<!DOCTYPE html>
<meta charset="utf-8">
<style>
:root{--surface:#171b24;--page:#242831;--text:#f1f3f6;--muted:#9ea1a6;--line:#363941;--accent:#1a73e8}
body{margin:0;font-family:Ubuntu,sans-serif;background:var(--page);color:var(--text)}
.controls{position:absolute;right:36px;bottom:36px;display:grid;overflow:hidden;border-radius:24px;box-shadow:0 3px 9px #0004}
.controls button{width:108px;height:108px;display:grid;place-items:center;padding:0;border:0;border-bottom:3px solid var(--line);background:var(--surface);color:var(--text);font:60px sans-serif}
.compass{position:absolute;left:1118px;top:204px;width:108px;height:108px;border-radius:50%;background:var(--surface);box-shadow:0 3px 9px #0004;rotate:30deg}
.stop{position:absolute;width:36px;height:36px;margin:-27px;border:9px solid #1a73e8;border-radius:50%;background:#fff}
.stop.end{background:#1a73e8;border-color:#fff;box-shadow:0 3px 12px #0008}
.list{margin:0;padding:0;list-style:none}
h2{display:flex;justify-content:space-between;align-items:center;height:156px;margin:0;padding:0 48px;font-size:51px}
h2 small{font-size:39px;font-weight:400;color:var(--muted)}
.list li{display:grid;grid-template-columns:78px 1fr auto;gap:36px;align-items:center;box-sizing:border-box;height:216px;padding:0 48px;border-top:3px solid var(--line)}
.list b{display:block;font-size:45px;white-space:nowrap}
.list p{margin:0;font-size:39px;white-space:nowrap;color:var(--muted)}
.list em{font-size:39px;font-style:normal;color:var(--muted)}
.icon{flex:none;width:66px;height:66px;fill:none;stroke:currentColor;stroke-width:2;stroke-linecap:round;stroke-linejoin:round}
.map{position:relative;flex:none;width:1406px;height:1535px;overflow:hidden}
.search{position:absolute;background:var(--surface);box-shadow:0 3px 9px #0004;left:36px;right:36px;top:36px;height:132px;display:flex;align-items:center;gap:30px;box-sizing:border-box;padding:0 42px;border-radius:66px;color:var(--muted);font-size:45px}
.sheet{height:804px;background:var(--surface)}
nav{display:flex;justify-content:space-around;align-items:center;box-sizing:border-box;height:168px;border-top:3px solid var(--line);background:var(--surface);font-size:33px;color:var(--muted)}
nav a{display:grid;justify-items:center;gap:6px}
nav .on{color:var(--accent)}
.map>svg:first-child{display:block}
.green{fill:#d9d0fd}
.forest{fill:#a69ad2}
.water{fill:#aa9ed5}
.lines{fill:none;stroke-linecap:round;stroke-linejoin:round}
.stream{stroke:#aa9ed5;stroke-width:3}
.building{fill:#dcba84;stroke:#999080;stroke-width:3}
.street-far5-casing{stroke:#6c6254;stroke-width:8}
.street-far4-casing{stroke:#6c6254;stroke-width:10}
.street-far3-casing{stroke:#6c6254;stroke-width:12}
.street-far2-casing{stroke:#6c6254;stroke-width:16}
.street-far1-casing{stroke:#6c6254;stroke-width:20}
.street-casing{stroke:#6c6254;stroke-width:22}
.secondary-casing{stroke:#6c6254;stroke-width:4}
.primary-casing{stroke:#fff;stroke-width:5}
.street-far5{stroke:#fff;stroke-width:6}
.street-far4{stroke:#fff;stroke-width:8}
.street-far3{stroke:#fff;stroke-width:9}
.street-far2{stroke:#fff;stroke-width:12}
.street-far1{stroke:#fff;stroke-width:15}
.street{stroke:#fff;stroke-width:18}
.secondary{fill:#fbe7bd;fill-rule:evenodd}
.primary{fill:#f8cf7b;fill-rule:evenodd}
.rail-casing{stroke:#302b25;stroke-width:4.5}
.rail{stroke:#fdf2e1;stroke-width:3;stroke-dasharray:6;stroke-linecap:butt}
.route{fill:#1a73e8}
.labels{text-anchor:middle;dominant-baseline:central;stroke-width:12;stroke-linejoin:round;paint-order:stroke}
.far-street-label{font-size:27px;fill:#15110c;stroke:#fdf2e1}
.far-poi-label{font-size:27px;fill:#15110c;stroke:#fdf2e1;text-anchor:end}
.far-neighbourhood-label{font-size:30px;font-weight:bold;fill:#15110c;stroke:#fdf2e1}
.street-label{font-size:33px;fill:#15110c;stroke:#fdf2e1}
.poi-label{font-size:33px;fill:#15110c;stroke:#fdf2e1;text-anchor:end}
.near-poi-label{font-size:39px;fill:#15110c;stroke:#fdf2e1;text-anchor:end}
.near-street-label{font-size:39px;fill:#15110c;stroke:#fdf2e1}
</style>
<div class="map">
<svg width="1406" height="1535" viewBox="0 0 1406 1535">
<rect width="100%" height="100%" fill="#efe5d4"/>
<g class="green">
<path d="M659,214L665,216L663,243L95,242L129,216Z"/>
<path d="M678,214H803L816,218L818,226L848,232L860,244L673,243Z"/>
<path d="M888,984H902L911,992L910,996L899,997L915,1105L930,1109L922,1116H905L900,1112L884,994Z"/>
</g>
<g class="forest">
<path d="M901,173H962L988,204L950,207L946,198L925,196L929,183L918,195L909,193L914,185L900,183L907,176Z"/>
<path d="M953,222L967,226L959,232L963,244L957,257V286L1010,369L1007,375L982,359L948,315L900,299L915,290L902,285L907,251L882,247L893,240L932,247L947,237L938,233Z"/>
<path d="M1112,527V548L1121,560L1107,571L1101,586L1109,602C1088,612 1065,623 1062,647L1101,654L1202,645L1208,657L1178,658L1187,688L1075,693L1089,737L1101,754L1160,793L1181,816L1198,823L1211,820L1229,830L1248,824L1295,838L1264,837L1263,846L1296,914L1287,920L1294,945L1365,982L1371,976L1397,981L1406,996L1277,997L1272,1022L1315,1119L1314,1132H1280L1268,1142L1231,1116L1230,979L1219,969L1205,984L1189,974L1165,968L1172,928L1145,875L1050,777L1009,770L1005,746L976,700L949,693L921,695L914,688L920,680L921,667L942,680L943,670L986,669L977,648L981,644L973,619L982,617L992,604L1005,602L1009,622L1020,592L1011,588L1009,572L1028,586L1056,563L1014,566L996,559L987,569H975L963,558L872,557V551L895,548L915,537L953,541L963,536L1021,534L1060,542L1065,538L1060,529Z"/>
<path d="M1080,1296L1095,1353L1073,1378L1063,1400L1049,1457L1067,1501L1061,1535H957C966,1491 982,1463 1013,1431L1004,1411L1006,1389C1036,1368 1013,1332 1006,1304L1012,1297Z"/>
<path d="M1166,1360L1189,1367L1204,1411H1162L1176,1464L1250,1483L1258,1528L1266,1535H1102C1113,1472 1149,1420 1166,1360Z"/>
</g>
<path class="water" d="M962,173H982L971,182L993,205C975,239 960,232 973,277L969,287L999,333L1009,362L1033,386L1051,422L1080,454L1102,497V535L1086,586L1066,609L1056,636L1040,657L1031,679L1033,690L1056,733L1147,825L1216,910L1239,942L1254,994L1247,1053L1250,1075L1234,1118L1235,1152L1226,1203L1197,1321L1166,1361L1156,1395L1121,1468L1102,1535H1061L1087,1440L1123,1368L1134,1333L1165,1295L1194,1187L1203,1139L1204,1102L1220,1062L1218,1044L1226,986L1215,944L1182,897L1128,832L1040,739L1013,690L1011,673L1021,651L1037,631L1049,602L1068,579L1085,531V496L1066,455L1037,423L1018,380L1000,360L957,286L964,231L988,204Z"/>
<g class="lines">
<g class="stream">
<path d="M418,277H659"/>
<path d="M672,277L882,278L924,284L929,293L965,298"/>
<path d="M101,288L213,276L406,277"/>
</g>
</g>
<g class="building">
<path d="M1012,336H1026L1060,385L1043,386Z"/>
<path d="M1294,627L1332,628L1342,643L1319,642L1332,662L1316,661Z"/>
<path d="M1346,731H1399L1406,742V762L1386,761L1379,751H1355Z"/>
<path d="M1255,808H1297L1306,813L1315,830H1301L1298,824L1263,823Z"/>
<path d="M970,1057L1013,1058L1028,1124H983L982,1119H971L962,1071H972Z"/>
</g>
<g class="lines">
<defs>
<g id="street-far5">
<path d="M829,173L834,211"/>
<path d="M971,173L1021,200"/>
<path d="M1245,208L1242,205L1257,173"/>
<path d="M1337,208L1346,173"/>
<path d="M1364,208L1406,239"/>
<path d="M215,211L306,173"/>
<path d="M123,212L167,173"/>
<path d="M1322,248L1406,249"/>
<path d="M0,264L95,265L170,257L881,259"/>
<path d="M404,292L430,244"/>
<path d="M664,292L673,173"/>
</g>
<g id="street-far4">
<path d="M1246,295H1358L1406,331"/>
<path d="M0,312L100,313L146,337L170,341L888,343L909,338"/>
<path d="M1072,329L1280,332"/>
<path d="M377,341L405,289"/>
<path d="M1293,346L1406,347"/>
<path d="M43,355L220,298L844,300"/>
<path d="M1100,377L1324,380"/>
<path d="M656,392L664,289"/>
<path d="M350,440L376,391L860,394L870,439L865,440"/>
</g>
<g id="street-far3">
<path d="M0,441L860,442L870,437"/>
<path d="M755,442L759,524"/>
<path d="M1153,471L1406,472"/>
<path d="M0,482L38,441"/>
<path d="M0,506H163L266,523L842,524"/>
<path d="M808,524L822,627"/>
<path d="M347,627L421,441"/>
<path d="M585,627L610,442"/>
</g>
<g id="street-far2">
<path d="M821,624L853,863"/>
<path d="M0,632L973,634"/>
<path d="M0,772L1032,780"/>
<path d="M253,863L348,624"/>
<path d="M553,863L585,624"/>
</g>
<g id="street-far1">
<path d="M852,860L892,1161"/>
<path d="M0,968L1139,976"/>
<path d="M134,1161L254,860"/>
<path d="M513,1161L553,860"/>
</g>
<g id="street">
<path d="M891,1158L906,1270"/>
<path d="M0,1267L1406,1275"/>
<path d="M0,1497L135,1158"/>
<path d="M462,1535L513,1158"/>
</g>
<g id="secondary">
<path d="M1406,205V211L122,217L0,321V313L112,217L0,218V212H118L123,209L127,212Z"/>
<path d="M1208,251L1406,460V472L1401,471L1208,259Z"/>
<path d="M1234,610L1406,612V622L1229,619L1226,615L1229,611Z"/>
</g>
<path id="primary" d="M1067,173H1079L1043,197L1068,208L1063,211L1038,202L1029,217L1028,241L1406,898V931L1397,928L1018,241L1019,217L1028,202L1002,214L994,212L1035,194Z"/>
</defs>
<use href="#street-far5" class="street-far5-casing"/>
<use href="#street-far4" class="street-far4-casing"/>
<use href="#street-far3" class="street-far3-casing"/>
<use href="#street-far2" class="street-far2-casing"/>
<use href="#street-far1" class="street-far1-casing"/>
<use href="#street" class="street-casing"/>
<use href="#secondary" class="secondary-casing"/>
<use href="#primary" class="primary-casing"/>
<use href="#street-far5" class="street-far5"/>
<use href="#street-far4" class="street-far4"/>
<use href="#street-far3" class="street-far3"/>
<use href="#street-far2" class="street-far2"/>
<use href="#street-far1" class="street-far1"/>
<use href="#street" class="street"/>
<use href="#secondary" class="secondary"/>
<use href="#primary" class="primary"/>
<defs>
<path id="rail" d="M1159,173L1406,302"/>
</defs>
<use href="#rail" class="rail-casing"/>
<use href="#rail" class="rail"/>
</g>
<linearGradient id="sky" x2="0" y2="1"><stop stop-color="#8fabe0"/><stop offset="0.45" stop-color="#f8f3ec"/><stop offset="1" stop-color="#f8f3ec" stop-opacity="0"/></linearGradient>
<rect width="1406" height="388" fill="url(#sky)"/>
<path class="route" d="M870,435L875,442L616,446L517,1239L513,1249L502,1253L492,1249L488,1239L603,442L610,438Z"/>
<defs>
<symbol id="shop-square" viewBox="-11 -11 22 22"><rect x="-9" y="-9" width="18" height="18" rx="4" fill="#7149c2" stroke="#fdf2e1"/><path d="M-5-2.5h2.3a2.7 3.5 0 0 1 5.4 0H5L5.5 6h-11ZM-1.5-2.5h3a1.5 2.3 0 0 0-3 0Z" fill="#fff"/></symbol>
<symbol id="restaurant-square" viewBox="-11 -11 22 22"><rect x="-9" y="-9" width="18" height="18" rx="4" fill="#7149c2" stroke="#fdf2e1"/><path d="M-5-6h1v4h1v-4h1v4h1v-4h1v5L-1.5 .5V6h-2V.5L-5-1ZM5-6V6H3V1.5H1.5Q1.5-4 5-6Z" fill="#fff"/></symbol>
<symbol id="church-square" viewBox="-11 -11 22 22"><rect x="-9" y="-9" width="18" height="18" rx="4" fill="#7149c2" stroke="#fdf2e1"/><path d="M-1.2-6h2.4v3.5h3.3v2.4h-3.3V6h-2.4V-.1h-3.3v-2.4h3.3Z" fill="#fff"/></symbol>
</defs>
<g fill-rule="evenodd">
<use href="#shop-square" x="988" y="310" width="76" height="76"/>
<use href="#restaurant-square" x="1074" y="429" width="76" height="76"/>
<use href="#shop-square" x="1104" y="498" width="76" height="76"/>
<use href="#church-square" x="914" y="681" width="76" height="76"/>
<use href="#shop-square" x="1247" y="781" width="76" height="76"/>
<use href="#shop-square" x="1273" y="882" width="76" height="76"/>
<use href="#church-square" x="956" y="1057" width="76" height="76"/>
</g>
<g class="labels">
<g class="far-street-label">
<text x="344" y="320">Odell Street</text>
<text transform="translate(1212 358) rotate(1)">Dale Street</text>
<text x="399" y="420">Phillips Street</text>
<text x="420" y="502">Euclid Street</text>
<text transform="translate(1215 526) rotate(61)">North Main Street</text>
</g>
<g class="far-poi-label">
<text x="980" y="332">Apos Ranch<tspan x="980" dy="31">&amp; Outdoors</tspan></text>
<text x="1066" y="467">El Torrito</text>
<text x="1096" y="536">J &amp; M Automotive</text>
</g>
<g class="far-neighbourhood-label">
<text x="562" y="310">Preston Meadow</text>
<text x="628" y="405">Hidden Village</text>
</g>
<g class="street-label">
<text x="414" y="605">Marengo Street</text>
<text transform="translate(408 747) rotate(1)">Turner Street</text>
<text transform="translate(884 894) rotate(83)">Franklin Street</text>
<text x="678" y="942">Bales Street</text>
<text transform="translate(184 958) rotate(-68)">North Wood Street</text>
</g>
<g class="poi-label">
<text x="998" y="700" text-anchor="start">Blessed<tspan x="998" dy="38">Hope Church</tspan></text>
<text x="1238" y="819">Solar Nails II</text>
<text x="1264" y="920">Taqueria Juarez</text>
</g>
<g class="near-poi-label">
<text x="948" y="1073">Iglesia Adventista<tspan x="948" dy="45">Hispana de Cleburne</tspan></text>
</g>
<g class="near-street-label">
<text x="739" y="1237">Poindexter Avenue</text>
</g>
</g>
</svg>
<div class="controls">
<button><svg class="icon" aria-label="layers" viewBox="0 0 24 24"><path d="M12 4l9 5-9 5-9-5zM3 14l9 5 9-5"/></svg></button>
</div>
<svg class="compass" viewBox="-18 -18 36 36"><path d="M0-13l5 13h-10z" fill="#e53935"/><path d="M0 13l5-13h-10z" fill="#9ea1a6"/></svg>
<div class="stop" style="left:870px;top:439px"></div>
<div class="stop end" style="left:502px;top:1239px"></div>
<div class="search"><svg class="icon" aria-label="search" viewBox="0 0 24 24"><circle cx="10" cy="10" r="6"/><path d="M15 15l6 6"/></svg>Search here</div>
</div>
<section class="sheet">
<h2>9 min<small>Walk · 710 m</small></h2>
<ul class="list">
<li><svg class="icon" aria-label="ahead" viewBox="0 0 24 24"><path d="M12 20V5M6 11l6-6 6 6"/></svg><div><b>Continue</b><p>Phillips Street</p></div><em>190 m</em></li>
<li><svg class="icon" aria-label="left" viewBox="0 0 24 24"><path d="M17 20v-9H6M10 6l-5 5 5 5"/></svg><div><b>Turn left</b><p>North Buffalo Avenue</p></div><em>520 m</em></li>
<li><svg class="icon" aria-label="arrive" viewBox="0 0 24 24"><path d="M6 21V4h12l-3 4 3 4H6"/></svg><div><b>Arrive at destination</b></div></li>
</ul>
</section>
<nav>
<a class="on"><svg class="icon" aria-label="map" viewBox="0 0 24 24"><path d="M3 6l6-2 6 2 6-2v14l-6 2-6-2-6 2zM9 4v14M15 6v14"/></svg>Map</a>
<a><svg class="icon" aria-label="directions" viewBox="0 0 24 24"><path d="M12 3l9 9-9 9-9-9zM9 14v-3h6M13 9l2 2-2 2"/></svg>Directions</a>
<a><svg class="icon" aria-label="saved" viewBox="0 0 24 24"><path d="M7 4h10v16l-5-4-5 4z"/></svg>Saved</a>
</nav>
####
WORK INSTRUCTIONS
Tell how many lines in the data hold the string "linecap". Only the number is wanted.

SOLUTION
3